Kingsley lo ignora e annuncia: «La morte di Theodore Nott è stato un evento tragico, e su questo concordiamo tutti. Però ricordiamo che è sempre stato un Mangiamorte, e il gesto è stato necessario. Abbiamo scoperto che reclutava nuovi giovani Mangiamorte tramite un complesso sistema di contatto.»
«No! Io non le credo! Mio padre si era pentito, mi amava, voleva soltanto una vita con sua figlia!» urlo.
Kingsley si siede accanto a me: «Mi dispiace, bambina. Lucius Malfoy ha rivelato tutta la verità.»
Mi mostra delle strane monete. Le esamino. No.
«Non m’importa! Mio padre era un brav’uomo!», ribatto, e corro.
Percepisco Simon che mi segue, come un’ombra.
Giungo finalmente al suo dormitorio e trovo i piccioncini avvinghiati in un abbraccio super romantico. Scorpius bacia i riccioli di Rose e ha un’aria totalmente innamorata.
Non ce la faccio. Simon mi poggia la mano sulla spalla.
«Nira, vieni.»
Mi prende la mano e mi lascio guidare verso il suo letto. Mi fa sedere accanto a lui.
«Come ti senti?», chiede.
«Vuota. Mio padre è sempre rimasto un assassino e io invece l’ho sempre amato.»
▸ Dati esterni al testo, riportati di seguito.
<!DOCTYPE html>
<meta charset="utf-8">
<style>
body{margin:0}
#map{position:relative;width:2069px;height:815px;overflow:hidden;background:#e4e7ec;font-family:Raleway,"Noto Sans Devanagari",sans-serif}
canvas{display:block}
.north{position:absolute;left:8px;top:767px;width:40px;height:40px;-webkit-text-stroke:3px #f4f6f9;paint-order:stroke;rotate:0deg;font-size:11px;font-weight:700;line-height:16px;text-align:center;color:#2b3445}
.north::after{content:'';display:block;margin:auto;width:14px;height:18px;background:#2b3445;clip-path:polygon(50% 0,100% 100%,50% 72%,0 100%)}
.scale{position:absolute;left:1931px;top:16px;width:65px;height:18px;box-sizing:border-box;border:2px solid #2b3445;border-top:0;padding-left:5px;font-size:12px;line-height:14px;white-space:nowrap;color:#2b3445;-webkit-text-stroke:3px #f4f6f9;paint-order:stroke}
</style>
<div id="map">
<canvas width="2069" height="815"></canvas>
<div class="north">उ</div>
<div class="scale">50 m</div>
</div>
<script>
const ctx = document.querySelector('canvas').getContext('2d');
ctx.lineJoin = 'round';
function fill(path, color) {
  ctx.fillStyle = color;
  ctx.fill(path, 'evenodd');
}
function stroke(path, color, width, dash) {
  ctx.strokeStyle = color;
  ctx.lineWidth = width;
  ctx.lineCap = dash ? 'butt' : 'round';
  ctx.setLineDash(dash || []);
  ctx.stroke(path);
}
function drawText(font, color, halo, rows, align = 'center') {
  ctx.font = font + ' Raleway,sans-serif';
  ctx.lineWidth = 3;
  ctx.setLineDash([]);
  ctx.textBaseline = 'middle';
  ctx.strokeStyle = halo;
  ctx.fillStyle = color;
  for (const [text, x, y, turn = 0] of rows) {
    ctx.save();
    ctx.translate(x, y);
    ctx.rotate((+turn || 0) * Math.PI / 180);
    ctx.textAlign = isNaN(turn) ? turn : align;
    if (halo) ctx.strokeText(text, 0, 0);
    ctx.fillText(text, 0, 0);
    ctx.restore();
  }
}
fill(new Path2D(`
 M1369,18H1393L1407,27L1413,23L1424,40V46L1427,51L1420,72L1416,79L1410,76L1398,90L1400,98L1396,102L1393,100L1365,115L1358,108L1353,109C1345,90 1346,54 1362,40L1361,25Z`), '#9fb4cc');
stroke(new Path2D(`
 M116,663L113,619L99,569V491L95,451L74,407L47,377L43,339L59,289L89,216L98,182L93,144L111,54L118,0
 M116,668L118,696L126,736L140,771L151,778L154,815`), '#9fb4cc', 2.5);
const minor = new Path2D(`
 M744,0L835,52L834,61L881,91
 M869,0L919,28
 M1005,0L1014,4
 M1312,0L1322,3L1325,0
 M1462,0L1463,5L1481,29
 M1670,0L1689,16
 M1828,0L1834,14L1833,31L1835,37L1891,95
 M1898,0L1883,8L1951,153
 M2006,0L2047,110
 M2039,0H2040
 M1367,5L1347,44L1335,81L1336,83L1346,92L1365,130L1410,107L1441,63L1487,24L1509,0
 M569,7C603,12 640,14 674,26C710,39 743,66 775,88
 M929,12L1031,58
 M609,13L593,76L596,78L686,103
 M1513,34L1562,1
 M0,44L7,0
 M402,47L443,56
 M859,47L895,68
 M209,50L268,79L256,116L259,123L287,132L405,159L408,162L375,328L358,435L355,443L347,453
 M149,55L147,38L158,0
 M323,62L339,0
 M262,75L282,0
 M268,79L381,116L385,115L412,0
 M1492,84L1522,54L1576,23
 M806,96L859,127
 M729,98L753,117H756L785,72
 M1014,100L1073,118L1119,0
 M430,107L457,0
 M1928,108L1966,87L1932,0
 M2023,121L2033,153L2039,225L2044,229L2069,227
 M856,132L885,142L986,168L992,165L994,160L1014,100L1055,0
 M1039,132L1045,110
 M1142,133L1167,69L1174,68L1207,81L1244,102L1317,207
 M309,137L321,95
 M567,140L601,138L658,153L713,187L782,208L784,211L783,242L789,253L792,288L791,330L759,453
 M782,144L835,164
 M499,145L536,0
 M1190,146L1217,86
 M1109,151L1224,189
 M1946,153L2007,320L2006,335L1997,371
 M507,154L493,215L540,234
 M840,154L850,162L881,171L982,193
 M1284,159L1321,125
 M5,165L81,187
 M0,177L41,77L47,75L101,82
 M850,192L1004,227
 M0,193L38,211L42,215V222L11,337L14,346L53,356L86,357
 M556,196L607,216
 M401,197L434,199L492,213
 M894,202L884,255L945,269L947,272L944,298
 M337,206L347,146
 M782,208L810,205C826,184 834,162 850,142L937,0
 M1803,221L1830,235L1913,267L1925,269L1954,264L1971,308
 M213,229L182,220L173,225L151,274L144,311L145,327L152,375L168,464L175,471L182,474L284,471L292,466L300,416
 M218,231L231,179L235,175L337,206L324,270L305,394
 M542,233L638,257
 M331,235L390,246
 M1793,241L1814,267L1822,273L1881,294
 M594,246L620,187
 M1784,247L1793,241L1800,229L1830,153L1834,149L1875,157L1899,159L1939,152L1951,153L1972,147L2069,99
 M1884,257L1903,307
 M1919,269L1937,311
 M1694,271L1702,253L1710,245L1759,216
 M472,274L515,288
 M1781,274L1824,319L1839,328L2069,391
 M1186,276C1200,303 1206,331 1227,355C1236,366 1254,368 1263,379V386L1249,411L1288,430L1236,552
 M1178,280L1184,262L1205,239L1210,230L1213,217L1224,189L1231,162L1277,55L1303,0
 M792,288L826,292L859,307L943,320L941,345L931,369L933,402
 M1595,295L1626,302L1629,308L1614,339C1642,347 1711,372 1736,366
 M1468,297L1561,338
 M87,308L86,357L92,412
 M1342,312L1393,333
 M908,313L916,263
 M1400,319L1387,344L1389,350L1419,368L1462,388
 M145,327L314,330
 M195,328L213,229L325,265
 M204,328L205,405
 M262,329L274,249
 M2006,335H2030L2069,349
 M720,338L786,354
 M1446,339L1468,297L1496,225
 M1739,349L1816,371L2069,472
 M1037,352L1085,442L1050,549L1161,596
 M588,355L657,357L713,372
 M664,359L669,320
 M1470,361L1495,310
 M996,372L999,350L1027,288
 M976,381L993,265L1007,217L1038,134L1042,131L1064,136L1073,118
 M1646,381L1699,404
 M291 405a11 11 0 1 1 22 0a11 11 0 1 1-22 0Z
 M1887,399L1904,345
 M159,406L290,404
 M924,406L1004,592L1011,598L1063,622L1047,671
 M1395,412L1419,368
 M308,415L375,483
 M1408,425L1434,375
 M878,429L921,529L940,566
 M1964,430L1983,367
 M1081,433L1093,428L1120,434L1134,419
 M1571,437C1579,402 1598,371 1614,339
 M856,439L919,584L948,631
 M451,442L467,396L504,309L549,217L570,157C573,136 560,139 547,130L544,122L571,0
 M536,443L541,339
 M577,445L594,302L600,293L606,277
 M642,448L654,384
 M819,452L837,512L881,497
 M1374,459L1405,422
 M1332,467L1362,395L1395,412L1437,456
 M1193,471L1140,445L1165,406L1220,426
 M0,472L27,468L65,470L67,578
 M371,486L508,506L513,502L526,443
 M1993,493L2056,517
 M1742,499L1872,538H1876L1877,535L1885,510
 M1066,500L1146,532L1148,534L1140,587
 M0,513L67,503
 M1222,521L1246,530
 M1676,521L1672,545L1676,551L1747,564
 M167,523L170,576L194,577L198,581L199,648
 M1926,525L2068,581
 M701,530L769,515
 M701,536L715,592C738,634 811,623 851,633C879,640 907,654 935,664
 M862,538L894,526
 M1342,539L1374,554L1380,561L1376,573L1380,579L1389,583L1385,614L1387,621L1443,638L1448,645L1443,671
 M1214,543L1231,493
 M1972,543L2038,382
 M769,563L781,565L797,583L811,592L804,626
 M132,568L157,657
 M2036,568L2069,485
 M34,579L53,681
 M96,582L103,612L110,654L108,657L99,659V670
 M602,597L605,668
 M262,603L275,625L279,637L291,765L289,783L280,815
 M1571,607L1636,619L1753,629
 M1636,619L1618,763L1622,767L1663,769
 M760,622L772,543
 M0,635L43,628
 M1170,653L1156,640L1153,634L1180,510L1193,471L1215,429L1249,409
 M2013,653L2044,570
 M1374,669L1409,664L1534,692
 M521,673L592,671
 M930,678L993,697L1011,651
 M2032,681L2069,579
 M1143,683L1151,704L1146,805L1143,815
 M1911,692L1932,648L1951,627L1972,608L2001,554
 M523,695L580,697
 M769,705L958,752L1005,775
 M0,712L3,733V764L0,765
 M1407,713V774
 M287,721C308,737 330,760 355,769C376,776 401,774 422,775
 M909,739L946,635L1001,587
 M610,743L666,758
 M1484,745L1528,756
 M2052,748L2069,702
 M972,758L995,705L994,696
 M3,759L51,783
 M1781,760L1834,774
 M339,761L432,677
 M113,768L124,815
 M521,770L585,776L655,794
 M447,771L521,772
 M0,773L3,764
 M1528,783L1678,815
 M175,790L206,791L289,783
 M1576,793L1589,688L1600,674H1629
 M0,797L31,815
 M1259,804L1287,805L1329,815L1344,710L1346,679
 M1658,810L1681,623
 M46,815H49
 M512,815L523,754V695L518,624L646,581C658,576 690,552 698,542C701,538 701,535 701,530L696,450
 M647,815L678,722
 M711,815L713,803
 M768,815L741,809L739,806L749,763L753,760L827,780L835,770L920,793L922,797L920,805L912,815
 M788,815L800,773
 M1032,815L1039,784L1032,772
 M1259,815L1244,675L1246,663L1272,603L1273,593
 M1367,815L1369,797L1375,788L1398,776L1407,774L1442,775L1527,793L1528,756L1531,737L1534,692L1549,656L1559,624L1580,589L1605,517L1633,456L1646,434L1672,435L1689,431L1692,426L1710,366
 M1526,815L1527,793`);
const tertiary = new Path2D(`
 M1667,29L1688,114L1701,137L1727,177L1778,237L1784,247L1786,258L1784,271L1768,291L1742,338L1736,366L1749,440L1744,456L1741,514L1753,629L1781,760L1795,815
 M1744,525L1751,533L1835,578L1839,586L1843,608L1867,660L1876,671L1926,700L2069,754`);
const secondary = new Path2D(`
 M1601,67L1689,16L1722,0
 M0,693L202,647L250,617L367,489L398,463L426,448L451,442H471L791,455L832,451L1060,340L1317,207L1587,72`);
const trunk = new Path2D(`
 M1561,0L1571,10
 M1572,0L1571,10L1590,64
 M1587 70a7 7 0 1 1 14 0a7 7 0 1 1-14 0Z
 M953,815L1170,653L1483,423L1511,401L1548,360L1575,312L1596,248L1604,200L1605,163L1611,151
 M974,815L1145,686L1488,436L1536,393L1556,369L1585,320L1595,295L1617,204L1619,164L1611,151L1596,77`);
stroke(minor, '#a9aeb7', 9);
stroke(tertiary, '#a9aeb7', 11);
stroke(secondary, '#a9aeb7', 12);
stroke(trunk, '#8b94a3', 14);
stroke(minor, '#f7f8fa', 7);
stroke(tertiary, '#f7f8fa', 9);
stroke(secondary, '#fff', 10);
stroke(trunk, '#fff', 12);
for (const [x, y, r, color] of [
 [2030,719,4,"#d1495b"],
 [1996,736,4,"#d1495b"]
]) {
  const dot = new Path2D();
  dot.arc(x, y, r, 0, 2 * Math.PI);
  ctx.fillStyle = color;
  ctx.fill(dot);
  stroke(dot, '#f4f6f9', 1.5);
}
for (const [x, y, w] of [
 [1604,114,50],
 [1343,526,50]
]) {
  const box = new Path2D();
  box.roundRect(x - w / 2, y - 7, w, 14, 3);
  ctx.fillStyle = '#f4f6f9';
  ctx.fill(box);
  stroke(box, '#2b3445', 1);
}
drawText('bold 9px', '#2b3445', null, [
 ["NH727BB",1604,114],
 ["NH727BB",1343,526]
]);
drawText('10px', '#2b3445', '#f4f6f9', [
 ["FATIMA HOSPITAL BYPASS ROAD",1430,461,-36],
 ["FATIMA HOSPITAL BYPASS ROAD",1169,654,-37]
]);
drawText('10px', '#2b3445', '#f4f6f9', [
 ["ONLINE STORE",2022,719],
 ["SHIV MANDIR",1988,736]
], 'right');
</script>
Simon mi prende il volto tra le mani e mi fissa. Anche in un momento come quello, non posso fare a meno di pensare quanto sia bello. «Non sappiamo la verità. Lui ti ha amato. Come me. E mia sorella. E tu non puoi suicidarti. Io non vivrei senza di te. Ormai mi è chiaro.»
Mi bacia e io ricambio. Mio padre vorrebbe che io mi ricostruissi una vita, e credo che iniziare con Simon sia una cosa giusta. Mi ha salvato due volte e credo di essermi innamorata. Totalmente.
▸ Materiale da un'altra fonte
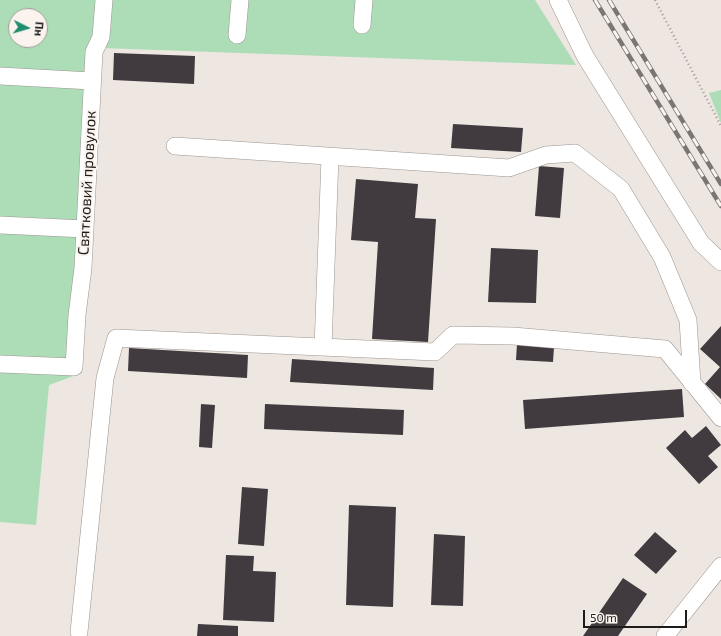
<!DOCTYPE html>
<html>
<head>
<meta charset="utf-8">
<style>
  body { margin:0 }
  #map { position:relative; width:721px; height:636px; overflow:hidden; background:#ede6e1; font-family:"Exo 2",sans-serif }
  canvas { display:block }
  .north { position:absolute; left:8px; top:8px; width:40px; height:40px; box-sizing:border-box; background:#faf3ee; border:1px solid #a29d99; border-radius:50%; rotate:95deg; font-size:11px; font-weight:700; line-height:16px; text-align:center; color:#1e1b19 }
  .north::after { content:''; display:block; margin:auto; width:14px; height:18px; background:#208e6d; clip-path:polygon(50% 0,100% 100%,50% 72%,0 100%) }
  .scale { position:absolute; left:583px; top:610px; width:104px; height:18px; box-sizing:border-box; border:2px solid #1e1b19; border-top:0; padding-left:5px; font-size:12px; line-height:14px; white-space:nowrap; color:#1e1b19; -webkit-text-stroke:3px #faf3ee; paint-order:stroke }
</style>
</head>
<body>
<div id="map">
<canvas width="721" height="636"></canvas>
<div class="north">Пн</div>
<div class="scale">50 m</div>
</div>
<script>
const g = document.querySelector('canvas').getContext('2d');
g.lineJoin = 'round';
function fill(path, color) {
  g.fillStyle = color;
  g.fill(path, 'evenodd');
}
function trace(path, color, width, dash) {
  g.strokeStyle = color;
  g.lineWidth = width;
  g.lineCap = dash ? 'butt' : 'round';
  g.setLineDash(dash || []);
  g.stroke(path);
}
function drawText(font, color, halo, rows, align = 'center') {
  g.font = font + ' "Exo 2",sans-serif';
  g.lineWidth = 4;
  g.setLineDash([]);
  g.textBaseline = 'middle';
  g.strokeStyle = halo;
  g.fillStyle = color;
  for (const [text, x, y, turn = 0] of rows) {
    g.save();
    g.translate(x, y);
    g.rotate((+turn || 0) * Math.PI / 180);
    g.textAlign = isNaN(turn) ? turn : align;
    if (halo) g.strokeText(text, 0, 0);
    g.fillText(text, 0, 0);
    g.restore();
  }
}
fill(new Path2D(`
  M0,0H535L576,65L101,48L82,373L49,385L36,525L0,522ZM16,16H40V40H16Z
  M721,90V123L709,93Z`), '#acddb7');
fill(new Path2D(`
  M114,53L195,56L194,84L113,80Z
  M453,124L523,128L521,152L451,148Z
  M539,166L564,168L560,218L535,216Z
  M356,179L418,184L415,218L436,219L428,342L372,339L378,242L351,240Z
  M491,248L538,250L536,303L488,302Z
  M721,326V399L705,384L720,367L700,349Z
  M517,344L554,347L553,362L516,360Z
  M129,348L248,355L247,378L128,371Z
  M292,359L434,368L433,390L290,382Z
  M682,389L684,417L525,429L523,400Z
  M201,404L215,405L212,448L199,447Z
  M265,404L404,410L403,435L264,429Z
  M706,426L721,445L708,456L718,467L699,484L666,448L685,430L692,438Z
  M242,487L268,489L264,546L238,544Z
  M349,505L396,507L393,607L346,605Z
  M655,532L677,551L656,574L634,555Z
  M434,534L465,536L463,606L431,605Z
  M226,555L254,556L253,571L276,572L274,622L223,620Z
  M623,578L647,594L618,636H583Z
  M198,624L238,626V636H197Z`), '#413b3f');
const minor = new Path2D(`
  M558,0L585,56L701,243L721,262
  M362,25L364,0
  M237,35L240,0
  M0,76L92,81
  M175,146L509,168L546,155L575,153L621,189L662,257L688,320L692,383
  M0,225L85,229
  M323,347L330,157
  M0,364L74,367L77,315L83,268L94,52L101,37L104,0
  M79,632L105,378L116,338L435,352L453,335L513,336L665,349L721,418
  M665,636L721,566`);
trace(minor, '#9b9590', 18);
trace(new Path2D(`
  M655,0L721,126`), '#a19b97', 2.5, [1, 3]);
trace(minor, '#fff', 17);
const rail = new Path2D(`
  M595,0L721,206
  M609,0L721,184`);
trace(rail, '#7b7673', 4.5);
trace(rail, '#faf3ee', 3, [9]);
drawText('15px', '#1e1b19', '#faf3ee', [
  ["Святковий провулок",87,183,-87]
]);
</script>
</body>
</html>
«Simon, tu…sei stato un segno del destino, per me. Ciò che stavo aspettando.»
È strano, per me, rivelare questa cosa. Non esprimo molto volentieri a parole i miei sentimenti, ma in questo momento ne ho bisogno.
Ho bisogno di qualcuno.
Ho bisogno di amore.
Ho bisogno di Simon.
Perciò, quando mi sorride e mi bacia, dimentico rabbia e dolore e mi concentro su di lui.